I am just reading at MSE some links to tryouts done to prove Legendre's conjecture, all of them containing (as kindly explained by other MSE users) dubious points, and also reviewed the paper by Chen in 1975, "On the distribution of almost primes in an interval" that seems to be so far (please correct me if this is not true) the closest accepted fact regarding the conjecture, which is that, at least, there is an almost prime $pq$ where $p,q \in \Bbb P$ in a $[n^2,(n+1)^2]$ interval (it would also be true for $[n^2,(n+1)^2-1]$).
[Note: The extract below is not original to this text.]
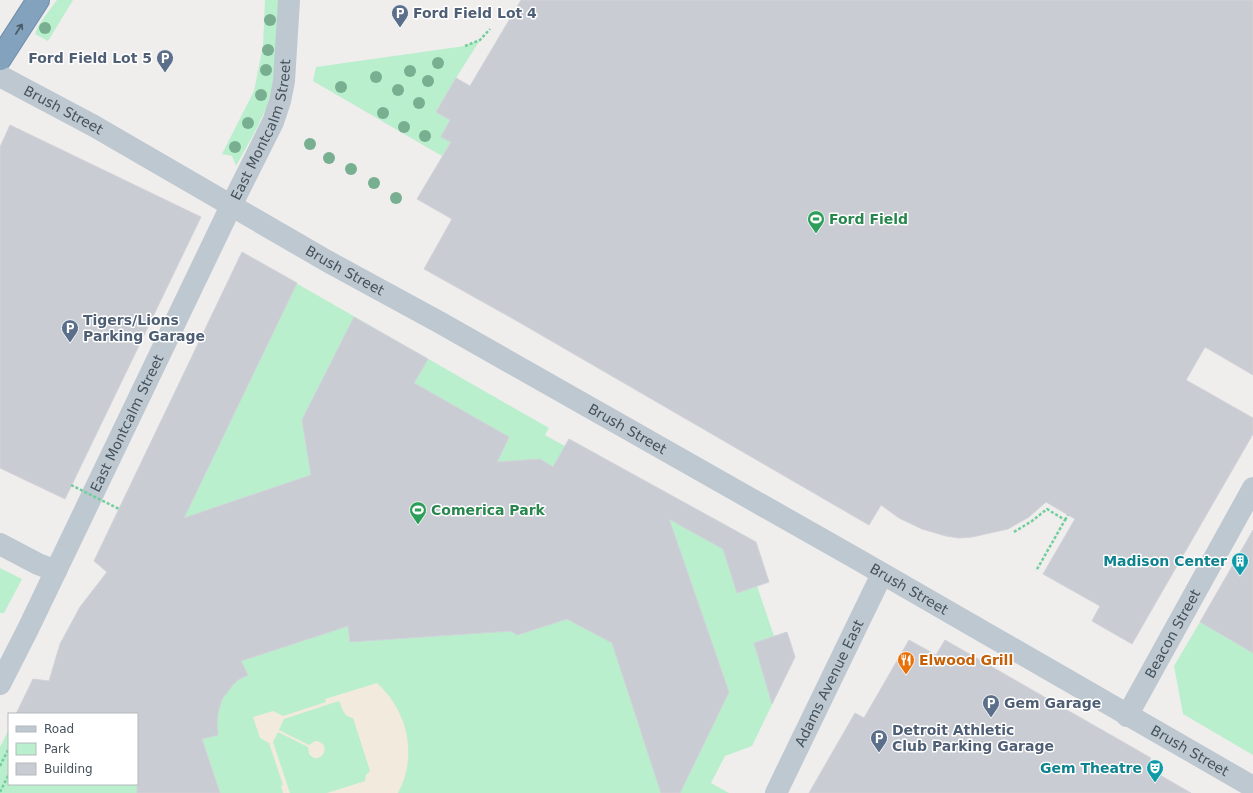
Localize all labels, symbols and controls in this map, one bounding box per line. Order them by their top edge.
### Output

I would like to know if the following approach has been tried: trying to prove first that at least there is a Fermat's base $2$ prime (applying Fermat's little theorem for $a=2$, this is $2^{n^2+t}\equiv{2} \pmod{n^2+t}$ for some $t \lt 2n+1$) in the interval $[n^2,(n+1)^2]$. "Fermat's base $2$ prime" means that there is at least a number inside the interval that pass the primality test of Fermat's little theorem for $a=2$. That would include true primes or Fermat pseudoprimes in the interval.
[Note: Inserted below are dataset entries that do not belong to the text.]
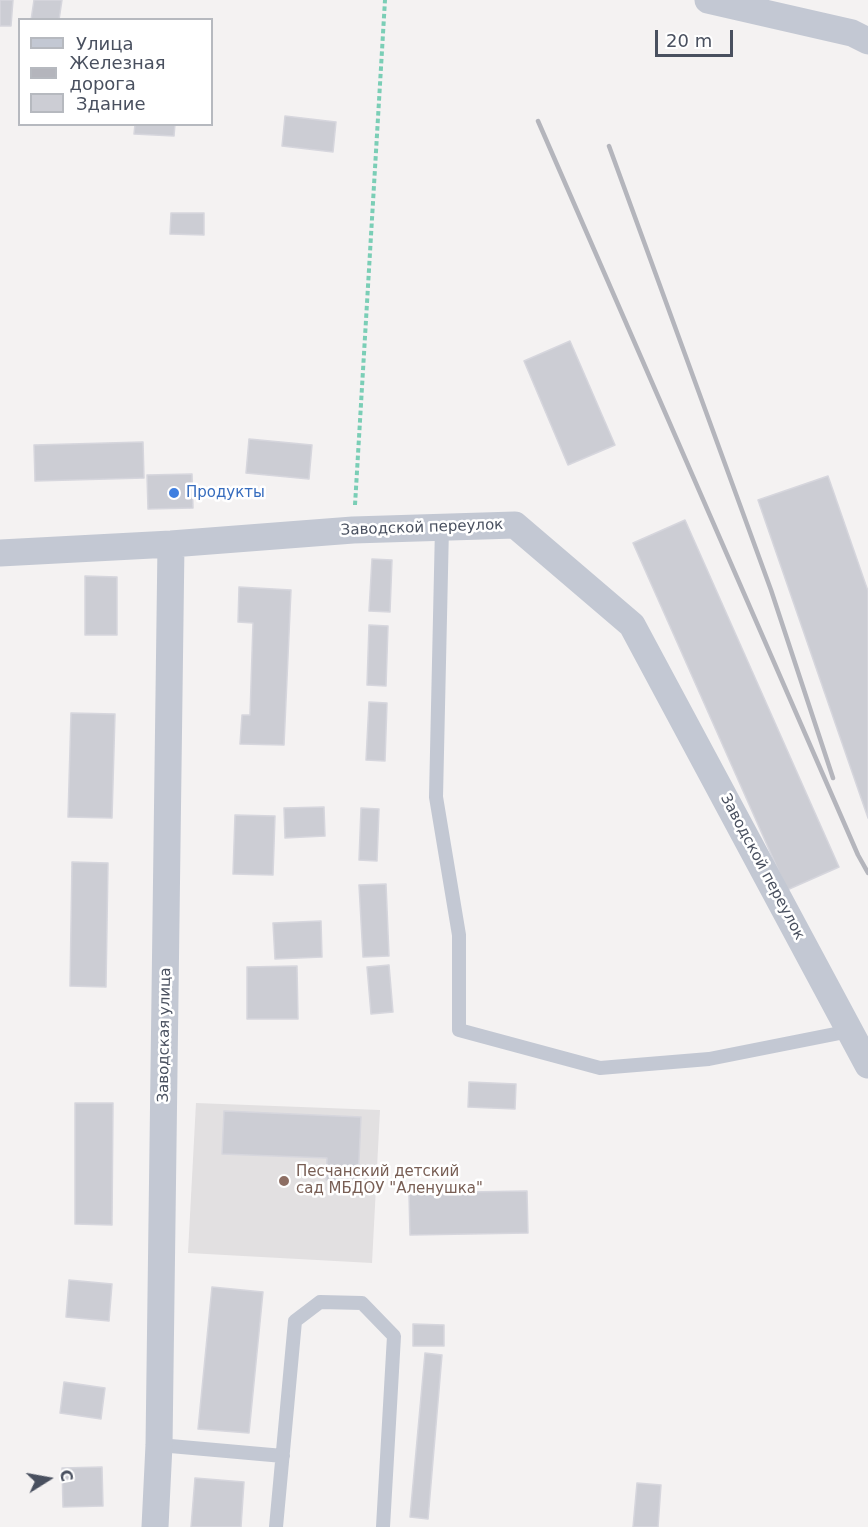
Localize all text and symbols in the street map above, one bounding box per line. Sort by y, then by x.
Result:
legend [18,18,213,126]
scale bar [658,18,736,56]
text: 20 m [666,30,712,51]
text: Улица [76,33,133,54]
text: Железная дорога [69,52,166,94]
text: Здание [76,93,146,114]
place label: Продукты [186,484,265,502]
marker: Продукты [167,486,181,500]
street label: Заводской переулок [340,516,504,540]
street label: Заводской переулок [716,791,808,943]
street label: Заводская улица [155,967,175,1103]
place label: Песчанский детский сад МБДОУ "Аленушка" [296,1163,483,1198]
marker: Песчанский детский сад МБДОУ "Аленушка" [277,1174,291,1188]
north arrow [18,1449,78,1509]
text: С [56,1468,77,1483]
These are some thoughts about the topic, and the questions are at the end:
(a) If we assume that the conjecture is true for the interval $[n^2,(n+1)^2-1]$ then the following would hold:
$$\prod_{t \lt 2n+1} (2^{n^2+t}-(\lfloor\frac{2^{n^2+t}}{n^2+t}\rfloor(n^2+t))-2)=0$$
The expression means that the product of the moduli should be $0$ if one "Fermat base $2$ prime" exists in the interval (be aware that the above expression shows $2^{n^2+t}-2 \equiv{0} \pmod{n^2+t}$ for some $t \lt 2n+1$).
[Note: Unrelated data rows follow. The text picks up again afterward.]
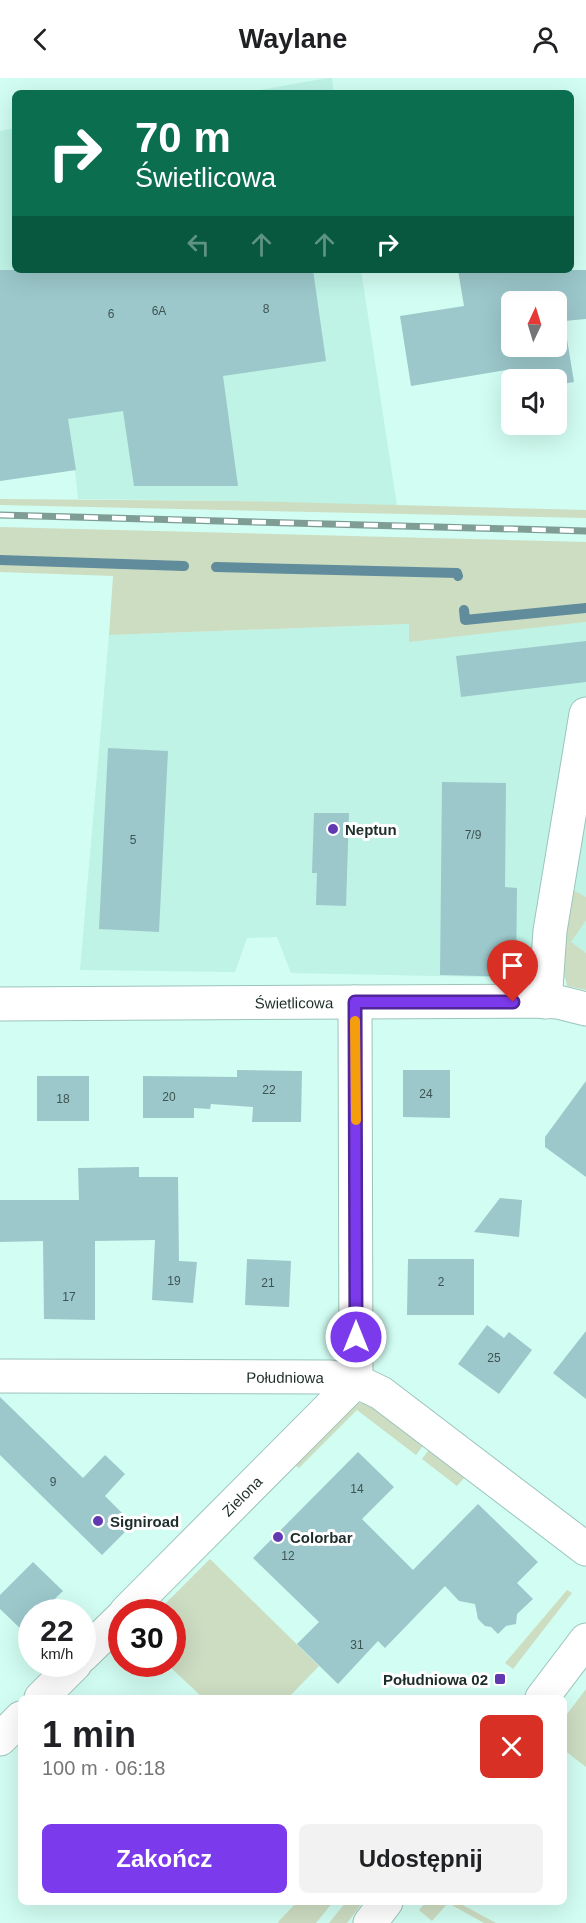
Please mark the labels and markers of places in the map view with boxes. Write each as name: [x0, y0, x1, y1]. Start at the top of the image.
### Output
place label: Neptun: [345, 821, 397, 838]
marker: Neptun: [326, 822, 340, 836]
pin: [487, 940, 538, 1002]
place label: Signiroad: [110, 1513, 179, 1530]
marker: Signiroad: [91, 1514, 105, 1528]
place label: Colorbar: [290, 1529, 353, 1546]
marker: Colorbar: [271, 1530, 285, 1544]
place label: Południowa 02: [383, 1671, 488, 1688]
marker: Południowa 02: [493, 1672, 507, 1686]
The expression would be true, assuming $\lfloor\frac{2^{n^2+t}}{n^2+t}\rfloor \gt \frac{2^{n^2+t}}{n^2+t-1}$, only if (let us assume a big $n$ initially but for a small $n$ I think it should be fine as well):
$$\prod_{t \lt 2n+1} (2^{n^2+t}-((\frac{2^{n^2+t}}{n^2+t-1})(n^2+t))-2) \lt 0$$
Reordering:
$$\prod_{t \lt 2n+1} (2^{n^2+t}-((2^{n^2+t})(\frac{n^2+t}{n^2+t-1}))-2) \lt 0$$
The term $(\frac{n^2+t}{n^2+t-1})$ is monotone decreasing and its limit is $1$ so basically the whole term $2^{n^2+t}-(2^{n^2+t})(\frac{n^2+t}{n^2+t-1})$ is very close to $1$ as $n \to \infty$, so the quantity less $2$ will always be negative. As the quantity of the elements in $t \lt 2n+1$ is an odd number (from $0$ to $2n$ there are $2n+1$ elements), the whole product is negative.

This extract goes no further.